** Opening Entries provided block **

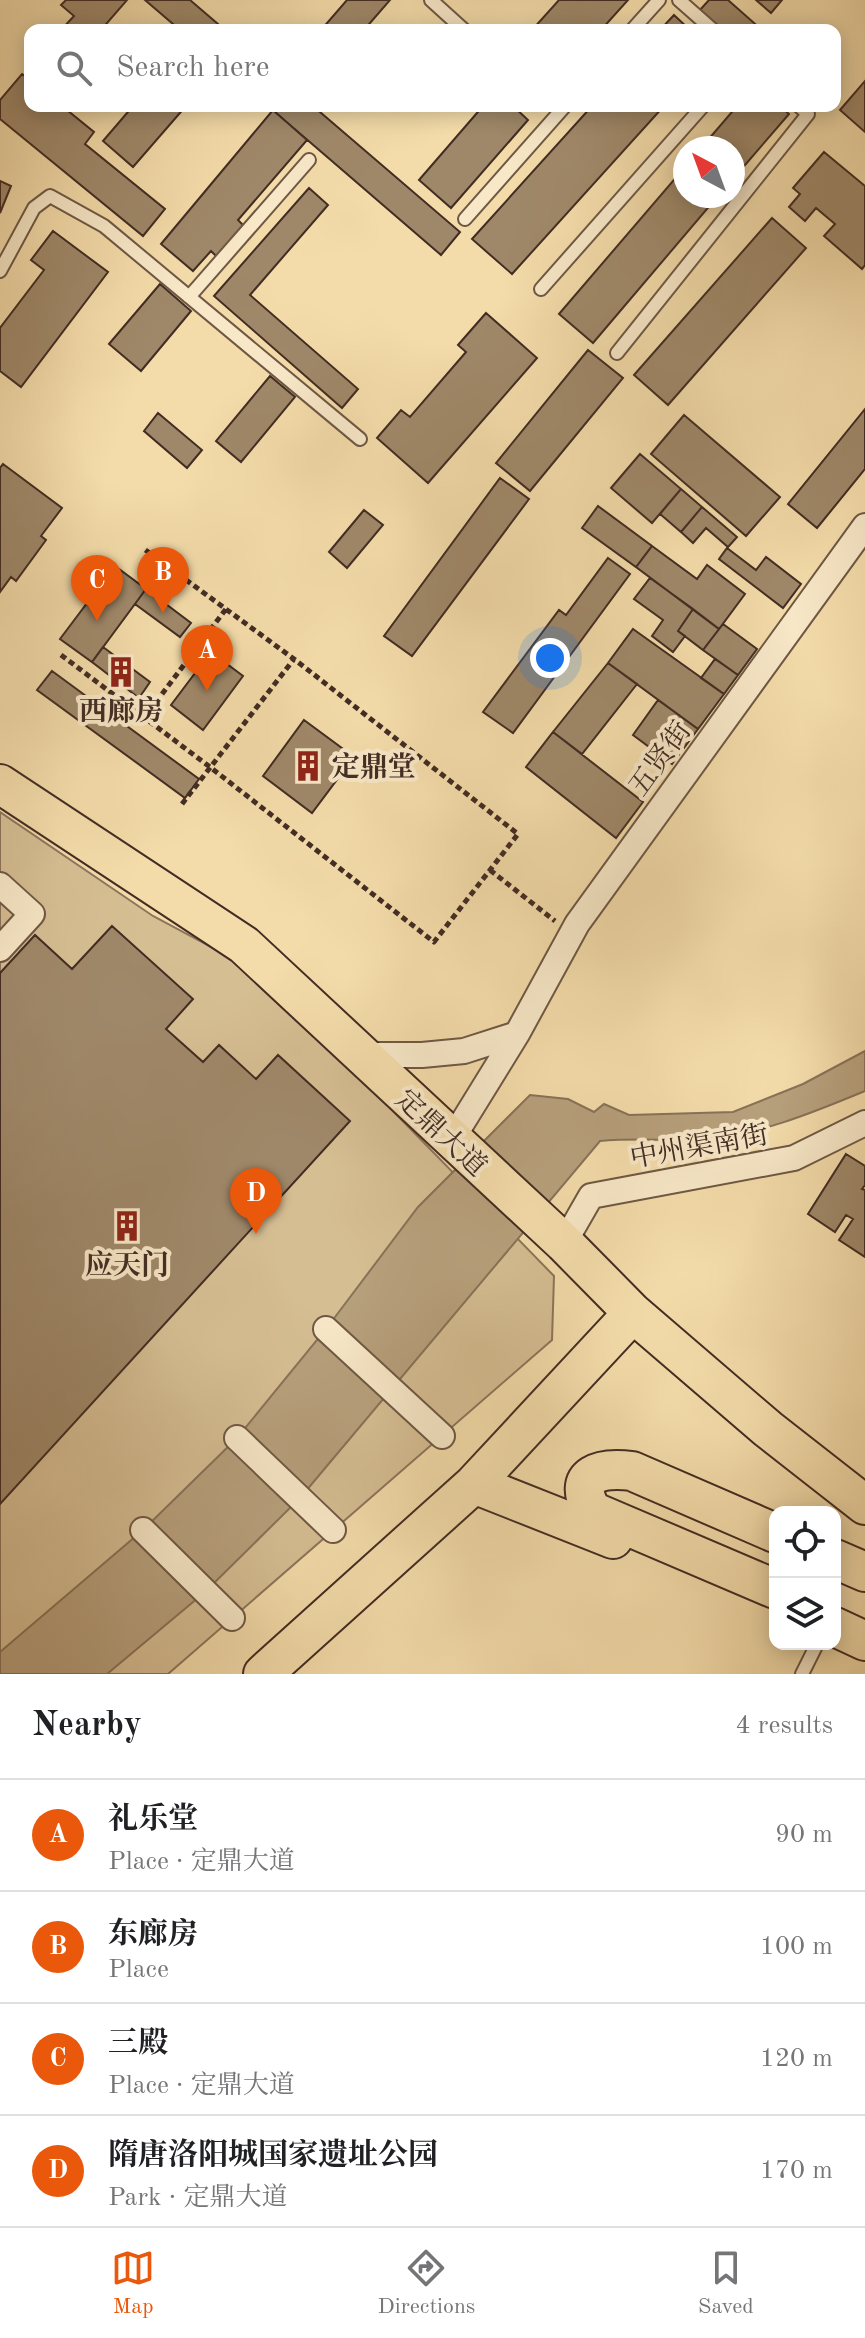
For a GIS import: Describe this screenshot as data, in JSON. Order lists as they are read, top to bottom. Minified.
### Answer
{"streets":{"main road":["定鼎大道"],"street":["五贤街","中州渠南街"]},"crossings":[["五贤街","定鼎大道"],["定鼎大道","中州渠南街"]],"places":{"building":["西廊房","定鼎堂","应天门"]},"north":"top left","page":{"search":"Search here","pins":["B","C","A","D"],"heading":["Nearby","4 results"],"list":[{"mark":"A","name":"礼乐堂","note":"Place · 定鼎大道","value":"90 m"},{"mark":"B","name":"东廊房","note":"Place","value":"100 m"},{"mark":"C","name":"三殿","note":"Place · 定鼎大道","value":"120 m"},{"mark":"D","name":"隋唐洛阳城国家遗址公园","note":"Park · 定鼎大道","value":"170 m"}],"nav":["Map","Directions","Saved"]}}
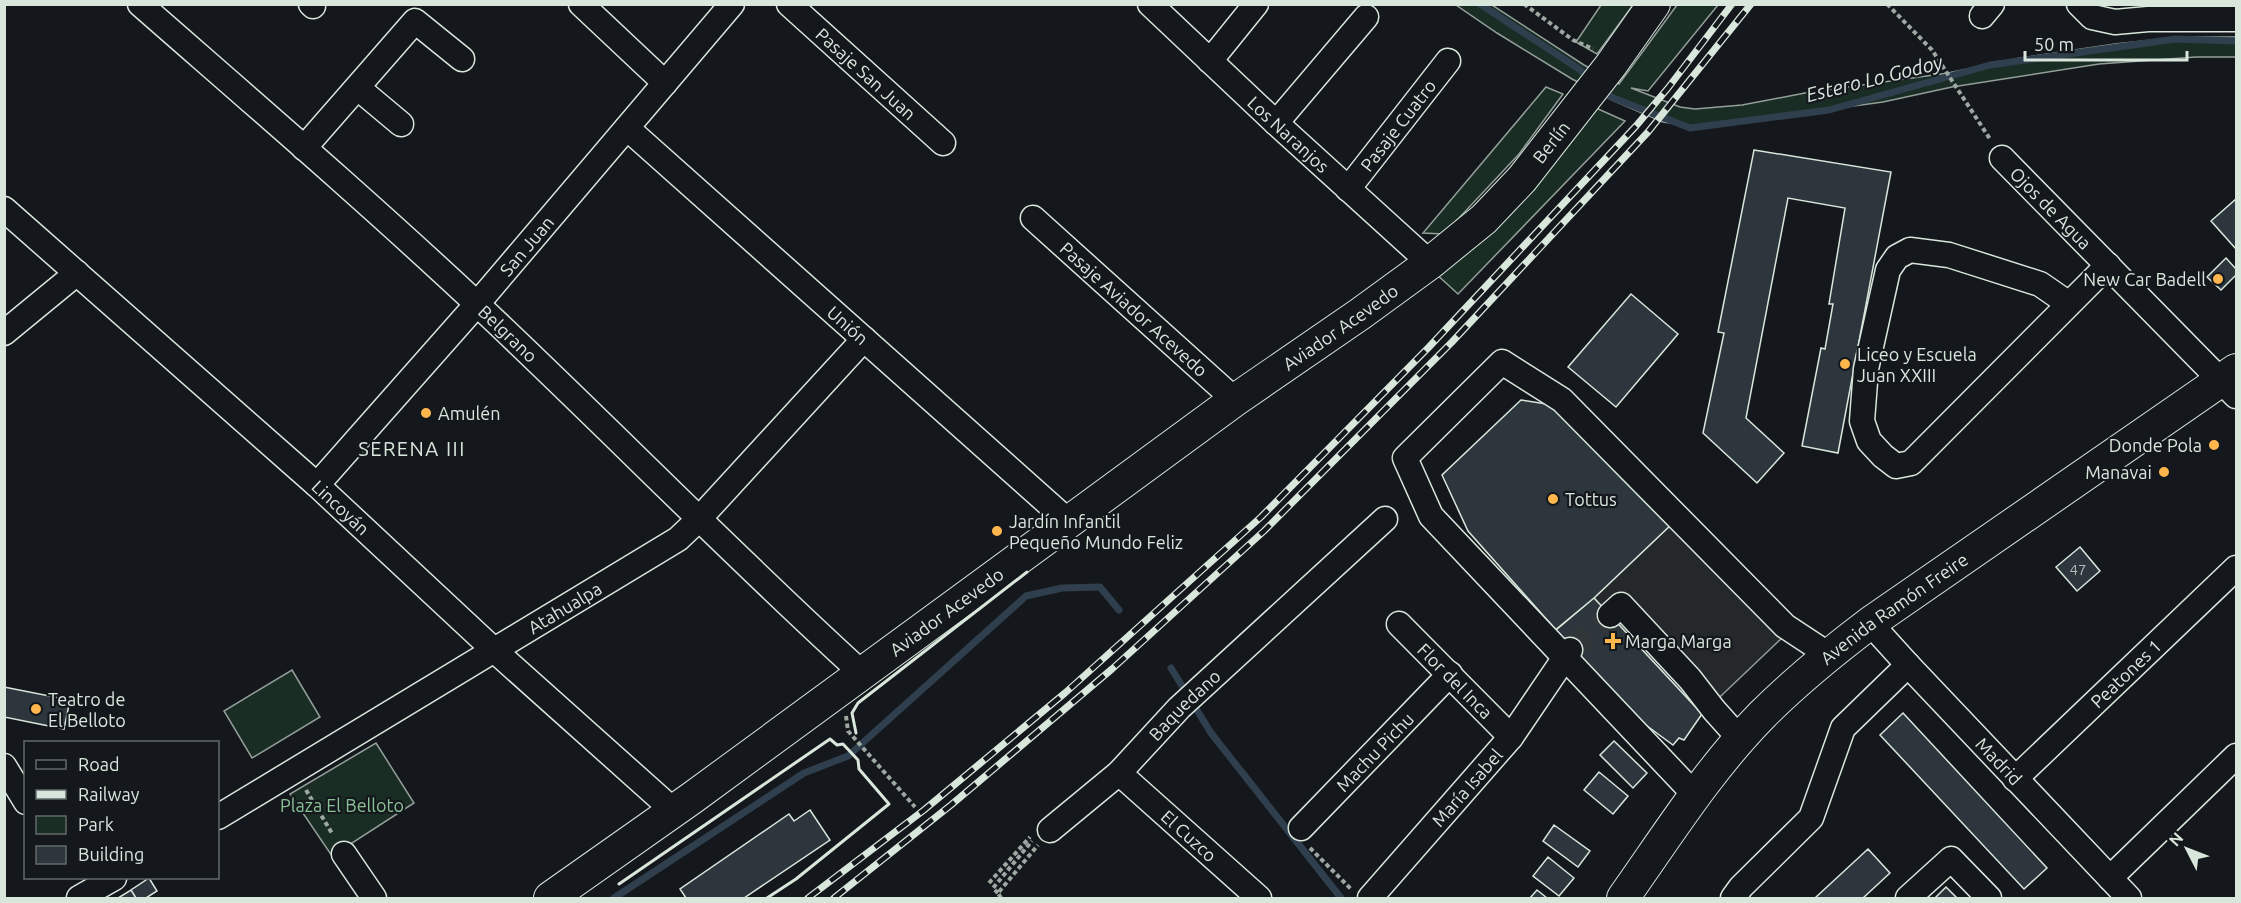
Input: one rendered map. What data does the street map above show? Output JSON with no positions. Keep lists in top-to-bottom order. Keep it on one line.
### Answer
{"streets":{"main road":["Berlín","Aviador Acevedo","Avenida Ramón Freire"],"street":["Pasaje San Juan","Pasaje Cuatro","Los Naranjos","Ojos de Agua","San Juan","Pasaje Aviador Acevedo","Unión","Belgrano","Lincoyán","Atahualpa","Peatones 1","Flor del Inca","Baquedano","Machu Pichu","Madrid","María Isabel","El Cuzco"]},"crossings":[["Pasaje Cuatro","Los Naranjos"],["Los Naranjos","Berlín"],["Los Naranjos","Aviador Acevedo"],["Berlín","Aviador Acevedo"],["Ojos de Agua","Avenida Ramón Freire"],["San Juan","Unión"],["San Juan","Belgrano"],["San Juan","Lincoyán"],["Pasaje Aviador Acevedo","Aviador Acevedo"],["Unión","Aviador Acevedo"],["Unión","Atahualpa"],["Aviador Acevedo","Belgrano"],["Aviador Acevedo","Lincoyán"],["Belgrano","Atahualpa"],["Lincoyán","Atahualpa"],["Avenida Ramón Freire","Madrid"],["Peatones 1","Madrid"],["Flor del Inca","Machu Pichu"],["Flor del Inca","María Isabel"],["Baquedano","El Cuzco"]],"districts":["SERENA III"],"water":["Estero Lo Godoy"],"parks":["Plaza El Belloto"],"places":{"other":["New Car Badell","Liceo y Escuela Juan XXIII","Amulén","Donde Pola","Manavai","Tottus","Jardín Infantil Pequeño Mundo Feliz","Teatro de El Belloto"],"health":["Marga Marga"]},"house_numbers":["47"],"legend":["Road","Railway","Park","Building"],"scale_bar":"50 m","north":"top left"}
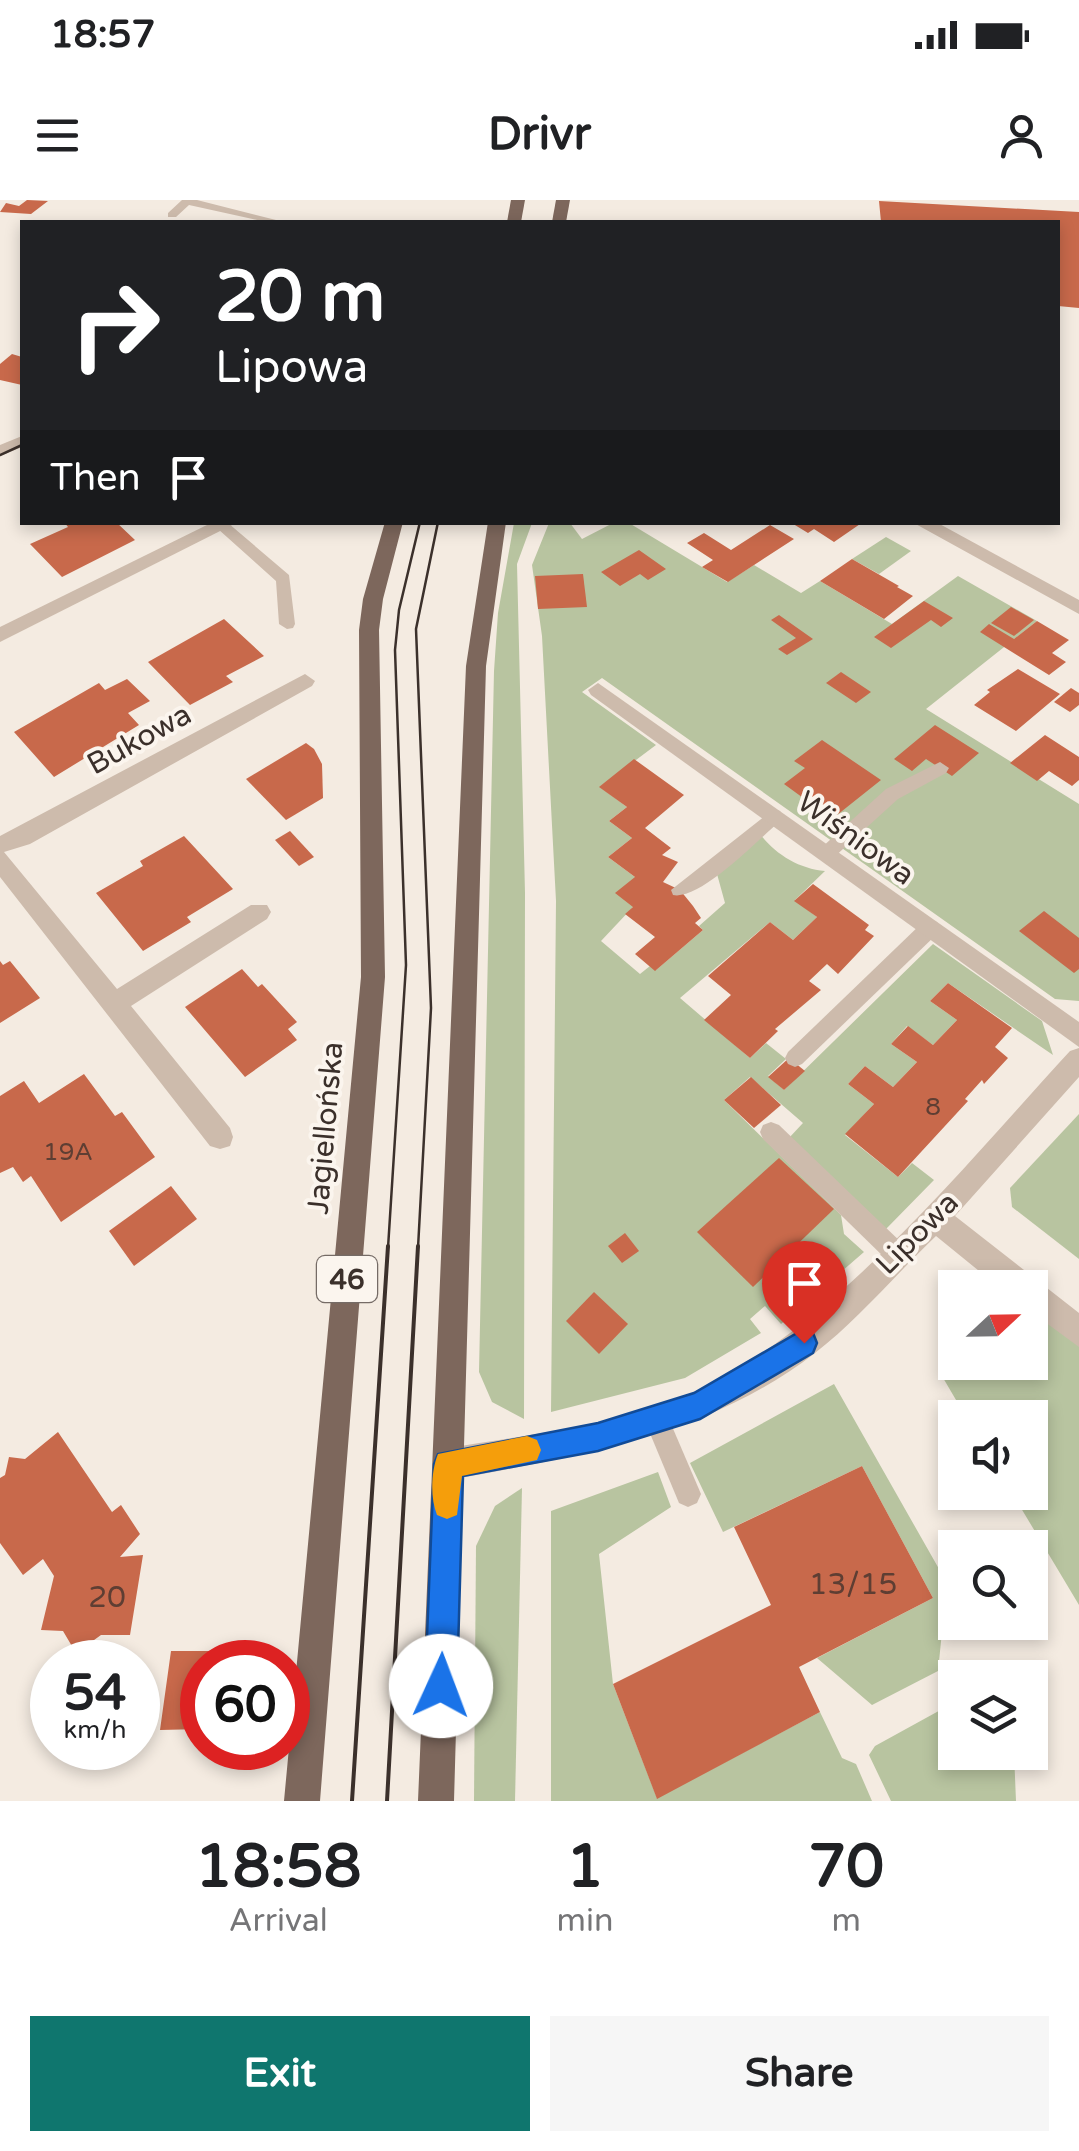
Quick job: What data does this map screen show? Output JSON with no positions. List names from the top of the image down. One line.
{"streets":{"main road":["Jagiellońska","46"],"street":["Bukowa","Wiśniowa","Lipowa"]},"house_numbers":["8","19A","13/15","20"],"north":"right","page":{"status":"18:57","header":"Drivr","turn":["20 m","Lipowa"],"then":"Then","speed":"54 km/h","limit":"60","eta":["18:58","Arrival","1","min","70","m"],"buttons":["Exit","Share"]}}
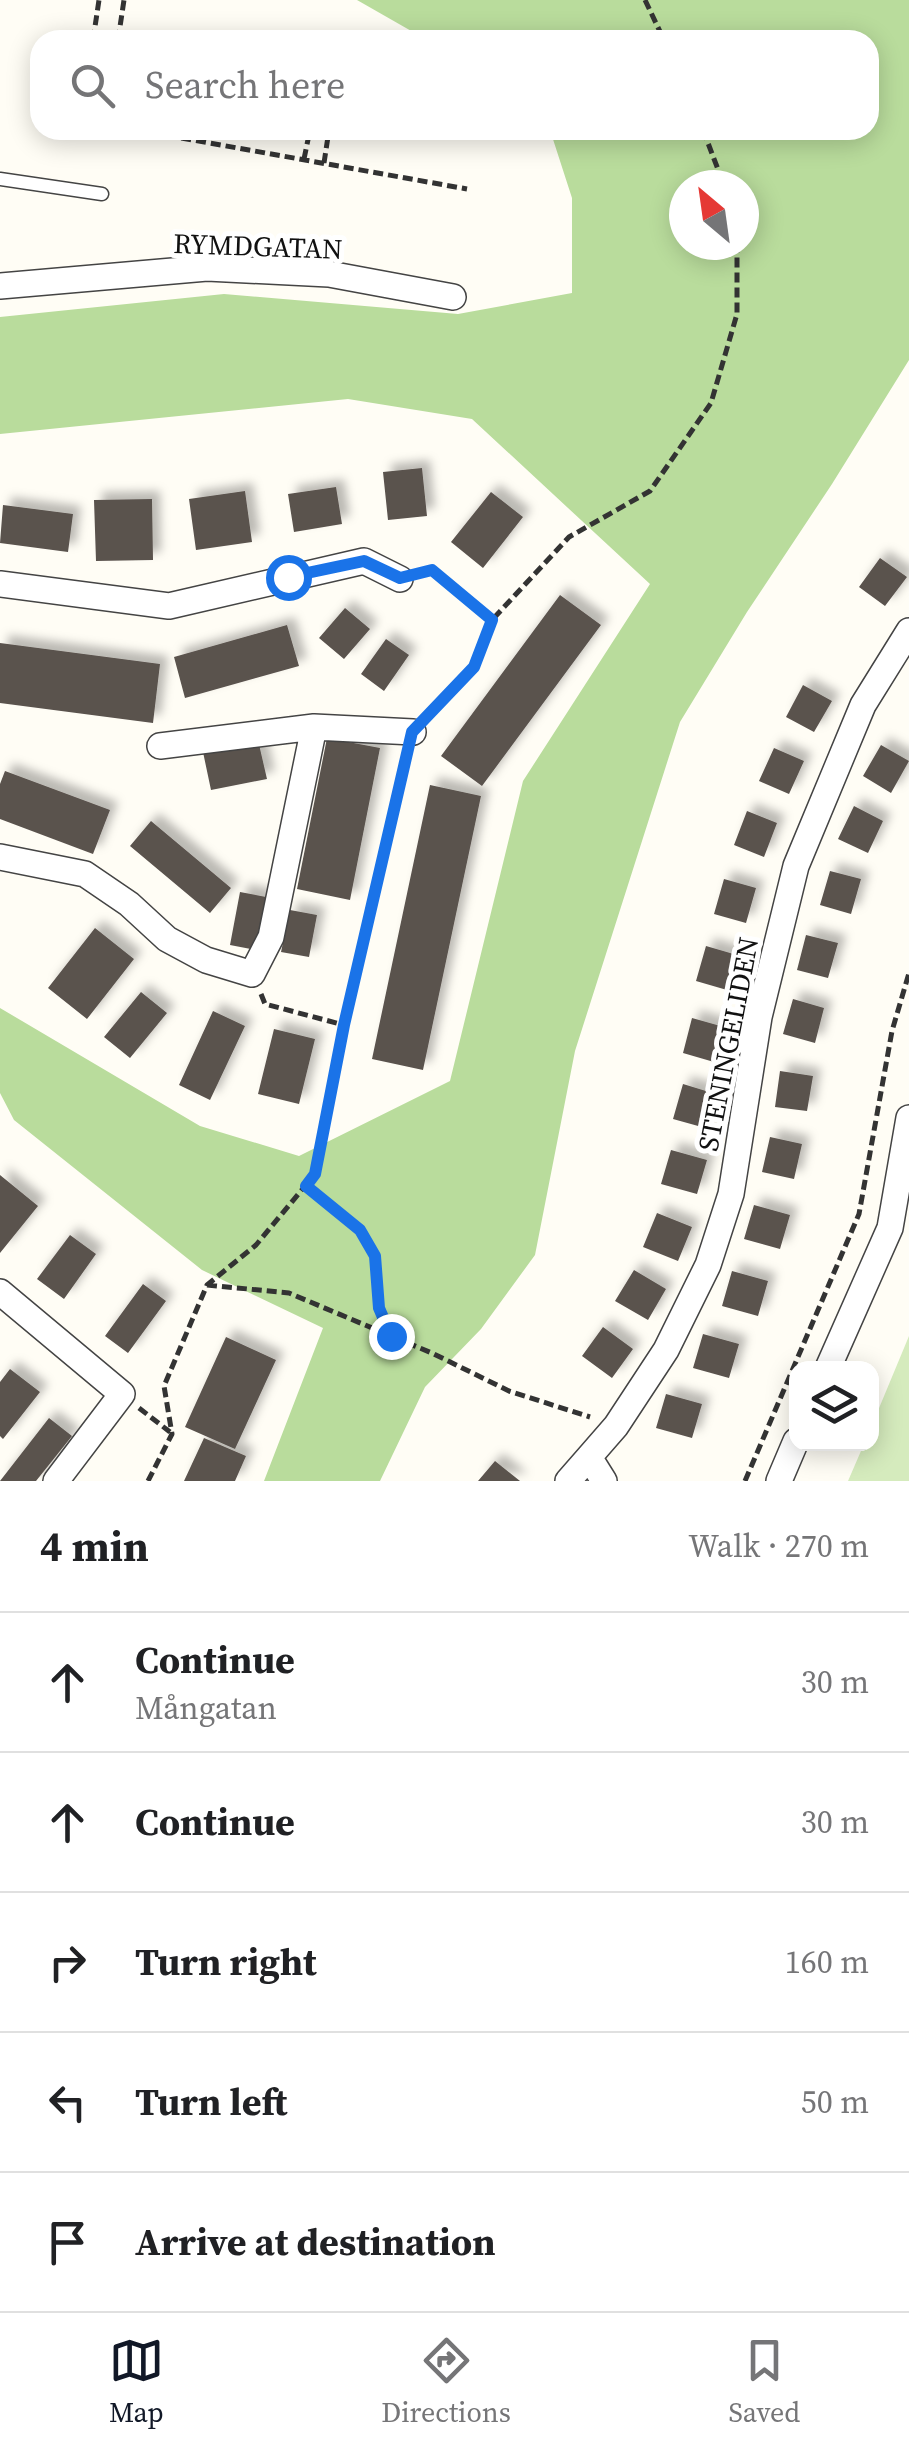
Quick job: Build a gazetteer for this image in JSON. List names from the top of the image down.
{
  "streets": {
    "street": ["RYMDGATAN", "STENINGELIDEN"]
  },
  "north": "top left",
  "page": {
    "search": "Search here",
    "heading": ["4 min", "Walk · 270 m"],
    "list": [
      ["Continue", "Mångatan", "30 m"],
      ["Continue", "30 m"],
      ["Turn right", "160 m"],
      ["Turn left", "50 m"],
      "Arrive at destination"
    ],
    "nav": ["Map", "Directions", "Saved"]
  }
}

** Closing Entries provided block **

What you have to do >>
Only a number is wanted here: how many lines in the entries contain the word "bottom"?

Solution to this task >>
2